Find the expected length of the shorter segment at the occurrence of break.

Answer to Problem 99SE

The expected length of the shorter segment at the occurrence of break is 3.75 inches.

Explanation of Solution

Calculation:

The shorter segment at the occurrence of break is $\min \left(Y,12-Y\right)$.
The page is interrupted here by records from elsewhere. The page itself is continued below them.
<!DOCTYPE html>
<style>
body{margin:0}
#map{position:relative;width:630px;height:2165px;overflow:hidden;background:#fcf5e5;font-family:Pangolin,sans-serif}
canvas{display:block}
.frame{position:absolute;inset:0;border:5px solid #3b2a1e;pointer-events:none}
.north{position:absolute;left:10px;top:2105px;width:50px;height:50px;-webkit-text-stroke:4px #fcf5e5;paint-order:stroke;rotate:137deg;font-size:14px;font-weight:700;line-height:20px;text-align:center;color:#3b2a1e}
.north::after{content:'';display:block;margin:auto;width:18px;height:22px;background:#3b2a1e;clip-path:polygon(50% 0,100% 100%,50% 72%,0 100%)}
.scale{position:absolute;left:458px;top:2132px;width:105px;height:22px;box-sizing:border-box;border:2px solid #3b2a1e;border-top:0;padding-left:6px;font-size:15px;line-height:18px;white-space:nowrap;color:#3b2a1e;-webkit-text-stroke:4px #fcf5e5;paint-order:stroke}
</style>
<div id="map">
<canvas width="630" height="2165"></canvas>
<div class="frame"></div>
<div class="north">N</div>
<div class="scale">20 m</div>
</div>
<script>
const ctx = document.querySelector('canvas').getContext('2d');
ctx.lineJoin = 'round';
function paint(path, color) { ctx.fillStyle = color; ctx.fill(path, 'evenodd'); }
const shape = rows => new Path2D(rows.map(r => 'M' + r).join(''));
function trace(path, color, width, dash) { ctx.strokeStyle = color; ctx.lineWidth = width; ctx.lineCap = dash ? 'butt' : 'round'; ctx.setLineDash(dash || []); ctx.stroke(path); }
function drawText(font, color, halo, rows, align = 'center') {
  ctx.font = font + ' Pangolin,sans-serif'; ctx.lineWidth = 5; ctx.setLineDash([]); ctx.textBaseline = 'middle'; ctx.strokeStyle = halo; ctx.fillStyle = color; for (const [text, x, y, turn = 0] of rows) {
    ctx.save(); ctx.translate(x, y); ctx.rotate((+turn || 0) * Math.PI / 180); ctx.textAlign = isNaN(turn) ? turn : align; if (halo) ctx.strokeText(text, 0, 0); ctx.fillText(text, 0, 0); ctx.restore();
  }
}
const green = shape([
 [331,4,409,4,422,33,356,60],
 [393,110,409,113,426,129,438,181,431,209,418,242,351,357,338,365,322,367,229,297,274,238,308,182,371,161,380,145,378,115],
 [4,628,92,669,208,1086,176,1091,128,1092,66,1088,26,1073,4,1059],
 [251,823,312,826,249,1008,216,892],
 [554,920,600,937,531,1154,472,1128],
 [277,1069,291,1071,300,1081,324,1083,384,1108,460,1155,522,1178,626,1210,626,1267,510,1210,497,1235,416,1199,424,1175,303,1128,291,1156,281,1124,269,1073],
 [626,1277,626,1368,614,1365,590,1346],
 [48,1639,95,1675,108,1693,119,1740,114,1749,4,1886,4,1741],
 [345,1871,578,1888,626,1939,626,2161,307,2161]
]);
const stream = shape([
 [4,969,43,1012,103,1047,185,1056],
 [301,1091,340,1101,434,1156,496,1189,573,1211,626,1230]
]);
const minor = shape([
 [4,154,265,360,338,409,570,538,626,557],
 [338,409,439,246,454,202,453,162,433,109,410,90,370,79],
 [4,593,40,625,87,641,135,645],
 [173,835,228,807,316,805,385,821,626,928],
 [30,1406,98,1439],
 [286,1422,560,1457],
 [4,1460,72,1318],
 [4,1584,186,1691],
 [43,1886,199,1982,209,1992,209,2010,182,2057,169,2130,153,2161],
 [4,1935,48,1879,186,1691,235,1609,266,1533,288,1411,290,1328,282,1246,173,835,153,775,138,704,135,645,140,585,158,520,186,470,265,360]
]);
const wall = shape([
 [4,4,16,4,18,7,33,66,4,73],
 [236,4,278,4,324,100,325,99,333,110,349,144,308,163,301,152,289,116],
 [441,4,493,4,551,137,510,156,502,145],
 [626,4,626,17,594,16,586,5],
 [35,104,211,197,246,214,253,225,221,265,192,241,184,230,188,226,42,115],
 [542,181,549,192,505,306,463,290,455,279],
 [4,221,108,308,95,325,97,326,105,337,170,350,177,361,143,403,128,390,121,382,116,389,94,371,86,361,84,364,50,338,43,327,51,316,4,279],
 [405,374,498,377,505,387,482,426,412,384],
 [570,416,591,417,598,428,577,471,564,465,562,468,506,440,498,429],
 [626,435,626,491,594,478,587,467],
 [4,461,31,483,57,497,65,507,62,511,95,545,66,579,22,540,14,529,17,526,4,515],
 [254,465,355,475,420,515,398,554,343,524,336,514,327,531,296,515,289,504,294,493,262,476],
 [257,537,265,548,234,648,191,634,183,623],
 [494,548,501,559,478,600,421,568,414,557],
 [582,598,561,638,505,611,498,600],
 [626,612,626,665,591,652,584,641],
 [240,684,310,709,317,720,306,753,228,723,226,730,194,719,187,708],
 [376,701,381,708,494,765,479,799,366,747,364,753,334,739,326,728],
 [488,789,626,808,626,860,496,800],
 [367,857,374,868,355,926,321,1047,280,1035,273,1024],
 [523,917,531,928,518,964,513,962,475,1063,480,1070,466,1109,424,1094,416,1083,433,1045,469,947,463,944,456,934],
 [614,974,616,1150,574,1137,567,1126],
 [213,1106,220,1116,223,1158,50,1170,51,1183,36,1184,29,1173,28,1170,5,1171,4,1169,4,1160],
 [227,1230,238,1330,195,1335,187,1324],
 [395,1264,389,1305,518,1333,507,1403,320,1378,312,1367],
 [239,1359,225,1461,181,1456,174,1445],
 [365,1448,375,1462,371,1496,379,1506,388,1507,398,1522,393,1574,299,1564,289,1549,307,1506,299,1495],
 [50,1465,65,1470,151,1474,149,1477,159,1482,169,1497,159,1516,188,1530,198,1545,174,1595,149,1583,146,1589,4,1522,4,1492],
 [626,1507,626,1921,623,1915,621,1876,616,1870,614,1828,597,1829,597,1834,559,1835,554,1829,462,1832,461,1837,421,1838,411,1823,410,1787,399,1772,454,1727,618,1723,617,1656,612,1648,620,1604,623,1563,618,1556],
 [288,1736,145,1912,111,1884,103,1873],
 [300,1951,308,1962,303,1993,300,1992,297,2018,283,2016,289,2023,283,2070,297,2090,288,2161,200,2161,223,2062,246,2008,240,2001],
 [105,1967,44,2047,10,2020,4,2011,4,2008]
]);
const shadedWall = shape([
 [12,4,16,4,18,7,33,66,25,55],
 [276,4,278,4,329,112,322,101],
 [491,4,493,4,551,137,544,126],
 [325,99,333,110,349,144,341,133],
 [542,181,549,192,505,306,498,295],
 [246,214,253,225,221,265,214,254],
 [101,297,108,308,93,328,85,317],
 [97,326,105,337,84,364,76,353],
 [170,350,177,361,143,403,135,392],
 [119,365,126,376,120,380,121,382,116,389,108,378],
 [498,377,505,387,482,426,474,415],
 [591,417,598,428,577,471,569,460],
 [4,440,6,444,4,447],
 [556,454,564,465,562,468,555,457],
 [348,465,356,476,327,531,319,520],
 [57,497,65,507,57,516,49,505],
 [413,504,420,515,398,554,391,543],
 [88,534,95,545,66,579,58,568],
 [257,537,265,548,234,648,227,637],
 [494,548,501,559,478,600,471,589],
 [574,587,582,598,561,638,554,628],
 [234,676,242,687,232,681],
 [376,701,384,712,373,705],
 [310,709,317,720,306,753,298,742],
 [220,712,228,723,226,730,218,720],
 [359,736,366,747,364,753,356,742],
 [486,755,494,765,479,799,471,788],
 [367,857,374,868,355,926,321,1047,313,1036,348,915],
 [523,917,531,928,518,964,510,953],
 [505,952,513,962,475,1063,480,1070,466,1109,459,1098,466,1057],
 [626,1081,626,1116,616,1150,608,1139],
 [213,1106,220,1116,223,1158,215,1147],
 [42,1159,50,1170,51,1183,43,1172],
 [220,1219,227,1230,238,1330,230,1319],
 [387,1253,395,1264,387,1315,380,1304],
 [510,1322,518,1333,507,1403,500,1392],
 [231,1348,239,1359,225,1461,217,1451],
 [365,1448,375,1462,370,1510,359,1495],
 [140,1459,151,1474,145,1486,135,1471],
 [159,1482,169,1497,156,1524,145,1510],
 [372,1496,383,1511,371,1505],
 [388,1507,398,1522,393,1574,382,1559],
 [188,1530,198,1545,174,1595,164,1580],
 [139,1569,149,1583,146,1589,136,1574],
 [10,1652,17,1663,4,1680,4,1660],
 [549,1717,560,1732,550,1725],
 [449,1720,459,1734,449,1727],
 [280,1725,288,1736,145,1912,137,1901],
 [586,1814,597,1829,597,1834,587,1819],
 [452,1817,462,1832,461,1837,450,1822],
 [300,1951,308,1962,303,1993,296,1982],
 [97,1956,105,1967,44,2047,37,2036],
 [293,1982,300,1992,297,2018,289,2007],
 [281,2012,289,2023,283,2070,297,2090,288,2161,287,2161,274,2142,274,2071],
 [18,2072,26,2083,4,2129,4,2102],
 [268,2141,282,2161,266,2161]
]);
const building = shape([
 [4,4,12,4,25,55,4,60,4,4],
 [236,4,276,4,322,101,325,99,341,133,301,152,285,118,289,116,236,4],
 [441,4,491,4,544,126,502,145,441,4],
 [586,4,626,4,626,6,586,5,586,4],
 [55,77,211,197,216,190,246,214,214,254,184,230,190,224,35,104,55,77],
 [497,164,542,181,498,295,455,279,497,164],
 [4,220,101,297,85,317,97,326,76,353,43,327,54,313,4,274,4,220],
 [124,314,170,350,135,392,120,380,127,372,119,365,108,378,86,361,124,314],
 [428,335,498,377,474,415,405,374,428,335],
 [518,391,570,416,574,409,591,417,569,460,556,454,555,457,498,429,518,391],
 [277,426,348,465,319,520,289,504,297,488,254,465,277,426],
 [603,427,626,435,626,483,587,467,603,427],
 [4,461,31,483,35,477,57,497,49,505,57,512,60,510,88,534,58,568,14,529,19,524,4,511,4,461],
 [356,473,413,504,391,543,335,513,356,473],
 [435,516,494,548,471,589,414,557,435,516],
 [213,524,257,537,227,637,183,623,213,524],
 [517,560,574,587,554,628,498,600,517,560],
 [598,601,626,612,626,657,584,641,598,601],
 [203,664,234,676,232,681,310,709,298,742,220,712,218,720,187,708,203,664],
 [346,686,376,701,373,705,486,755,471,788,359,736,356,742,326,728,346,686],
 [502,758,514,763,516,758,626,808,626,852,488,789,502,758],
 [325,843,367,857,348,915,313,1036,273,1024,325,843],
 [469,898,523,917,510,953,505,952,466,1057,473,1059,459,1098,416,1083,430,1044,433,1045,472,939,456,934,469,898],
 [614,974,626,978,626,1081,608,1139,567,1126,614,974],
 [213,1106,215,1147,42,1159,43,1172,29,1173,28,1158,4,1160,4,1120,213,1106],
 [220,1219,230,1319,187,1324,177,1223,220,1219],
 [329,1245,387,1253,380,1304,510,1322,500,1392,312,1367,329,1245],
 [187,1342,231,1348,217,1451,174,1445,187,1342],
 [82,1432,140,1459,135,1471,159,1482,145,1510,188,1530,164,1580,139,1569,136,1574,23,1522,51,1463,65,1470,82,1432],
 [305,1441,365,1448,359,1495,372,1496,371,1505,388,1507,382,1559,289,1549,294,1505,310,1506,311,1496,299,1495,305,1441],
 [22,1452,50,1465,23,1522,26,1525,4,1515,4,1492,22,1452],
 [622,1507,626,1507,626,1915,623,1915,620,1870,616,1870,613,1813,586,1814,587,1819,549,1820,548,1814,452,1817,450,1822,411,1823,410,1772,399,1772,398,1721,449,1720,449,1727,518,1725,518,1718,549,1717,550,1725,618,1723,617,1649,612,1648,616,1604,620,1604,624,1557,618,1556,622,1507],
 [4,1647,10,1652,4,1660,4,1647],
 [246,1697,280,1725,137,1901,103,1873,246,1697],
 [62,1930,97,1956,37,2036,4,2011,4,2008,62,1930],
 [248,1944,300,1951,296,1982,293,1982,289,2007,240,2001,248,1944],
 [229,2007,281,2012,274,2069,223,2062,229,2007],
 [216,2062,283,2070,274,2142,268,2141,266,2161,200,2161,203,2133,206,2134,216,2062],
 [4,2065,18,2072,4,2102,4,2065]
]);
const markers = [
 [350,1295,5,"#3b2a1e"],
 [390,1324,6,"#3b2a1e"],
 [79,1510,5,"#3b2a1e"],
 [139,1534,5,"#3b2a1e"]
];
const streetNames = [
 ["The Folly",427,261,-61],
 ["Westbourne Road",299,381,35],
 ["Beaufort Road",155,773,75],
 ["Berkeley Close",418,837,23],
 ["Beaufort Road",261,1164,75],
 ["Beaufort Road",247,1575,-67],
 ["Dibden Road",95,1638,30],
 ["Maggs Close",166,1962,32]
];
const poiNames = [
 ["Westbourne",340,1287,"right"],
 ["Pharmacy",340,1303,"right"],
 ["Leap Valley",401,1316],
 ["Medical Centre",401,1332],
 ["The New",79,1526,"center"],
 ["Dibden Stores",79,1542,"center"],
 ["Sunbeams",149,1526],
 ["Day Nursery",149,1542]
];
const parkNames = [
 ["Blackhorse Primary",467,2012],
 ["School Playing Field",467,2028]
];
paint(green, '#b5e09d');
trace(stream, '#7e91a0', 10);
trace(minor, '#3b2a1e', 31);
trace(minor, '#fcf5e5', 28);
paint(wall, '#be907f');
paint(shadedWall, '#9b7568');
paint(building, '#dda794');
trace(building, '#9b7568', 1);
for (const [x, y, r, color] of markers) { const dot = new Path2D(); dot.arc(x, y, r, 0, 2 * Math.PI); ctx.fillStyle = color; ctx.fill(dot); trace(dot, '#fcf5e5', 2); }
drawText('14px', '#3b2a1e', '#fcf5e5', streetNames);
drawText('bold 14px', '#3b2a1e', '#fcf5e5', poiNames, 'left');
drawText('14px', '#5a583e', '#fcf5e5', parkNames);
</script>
The expected length of shorter segment at the occurrence of break is obtained by:

$\begin{array}{c}E\left(\min \left(Y,12-Y\right)\right)={\displaystyle \underset{0}{\overset{12}{\int }}\min \left(Y,12-Y\right)f\left(y\right)dy}\\ ={\displaystyle \underset{0}{\overset{6}{\int }}\min \left(Y,12-Y\right)f\left(y\right)dy}+{\displaystyle \underset{6}{\overset{12}{\int }}\min \left(Y,12-Y\right)f\left(y\right)dy}\end{array}$

Now, when $0\le x<6$, it is evident that $y>0$, which implies that $\min \left(Y,12-Y\right)=Y$. When $6\le x<12$, it is evident that $12-Y>0$, which implies that $\min \left(Y,12-Y\right)=12-Y$

$\begin{array}{c}E\left(\min \left(Y,12-Y\right)\right)={\displaystyle \underset{0}{\overset{6}{\int }}yf\left(y\right)dy}+{\displaystyle \underset{6}{\overset{12}{\int }}\left(12-y\right)f\left(y\right)dy}\\ ={\displaystyle \underset{0}{\overset{6}{\int }}y\left(\frac{1}{24}\right)y\left(1-\frac{y}{12}\right)dy}+{\displaystyle \underset{6}{\overset{12}{\int }}\left(12-y\right)\left(\frac{1}{24}\right)y\left(1-\frac{y}{12}\right)dy}\end{array}$

$\begin{array}{c}=\left(\frac{1}{24}\right){\displaystyle \underset{0}{\overset{6}{\int }}{y}^2\left(1-\frac{y}{12}\right)dy}+\left(\frac{1}{24}\right){\displaystyle \underset{6}{\overset{12}{\int }}\left(12y-y^2\right)\left(1-\frac{y}{12}\right)dy}\\ =\left(\frac{1}{24}\right){\displaystyle \underset{0}{\overset{6}{\int }}\left(y^2-\frac{y^3}{12}\right)dy}+\left(\frac{1}{24}\right){\displaystyle \underset{6}{\overset{12}{\int }}\left(12y-y^2\right)\left(1-\frac{y}{12}\right)dy}\\ =\left(\frac{1}{24}\right){\displaystyle \underset{0}{\overset{6}{\int }}\left(y^2-\frac{y^3}{12}\right)dy}+\left(\frac{1}{24}\right){\displaystyle \underset{6}{\overset{12}{\int }}\left(12y-\frac{12y^2}{12}-y^2+\frac{y^3}{12}\right)dy}\end{array}$

$\begin{array}{c}=\frac{1}{24}{\left[\frac{y^3}{3}-\frac{y^4}{48}\right]}_0^6+\left(\frac{1}{24}\right){\displaystyle \underset{6}{\overset{12}{\int }}\left(12y-2y^2+\frac{y^3}{12}\right)dy}\\ =\frac{1}{24}{\left[\frac{y^3}{3}-\frac{y^4}{48}\right]}_0^6+\left(\frac{1}{24}\right){\left(6y^2-\frac{2}{3}{y}^3+\frac{y^4}{48}\right)]}_6^{12}\\ =\frac{1}{24}\left\{\left[\left(\frac{6^3}{3}-\frac{6^4}{48}\right)-0\right]+\left[\begin{array}{l}\left(6{\left(12\right)}^2-\frac{2}{3}{\left(12\right)}^3+\frac{{12}^4}{48}\right)-\\ \left(6{\left(6\right)}^2-\frac{2}{3}{\left(6\right)}^3+\frac{6^4}{48}\right)\end{array}\right]\right\}\\ =\frac{1}{24}\left\{\left[45\right]+\left[6\left({12}^2-6^2\right)-\frac{2}{3}\left({12}^3-6^3\right)+\frac{1}{48}\left({12}^4-6^4\right)\right]\right\}\end{array}$

$\begin{array}{c}=\frac{1}{24}\left\{\left[194.4\right]+648-1008+405\right\}\\ =\frac{1}{24}\left\{45+45\right\}\\ =\frac{90}{24}\\ =3.75\end{array}$

Thus, the expected length of the shorter segment at the occurrence of break is 3.75 inches.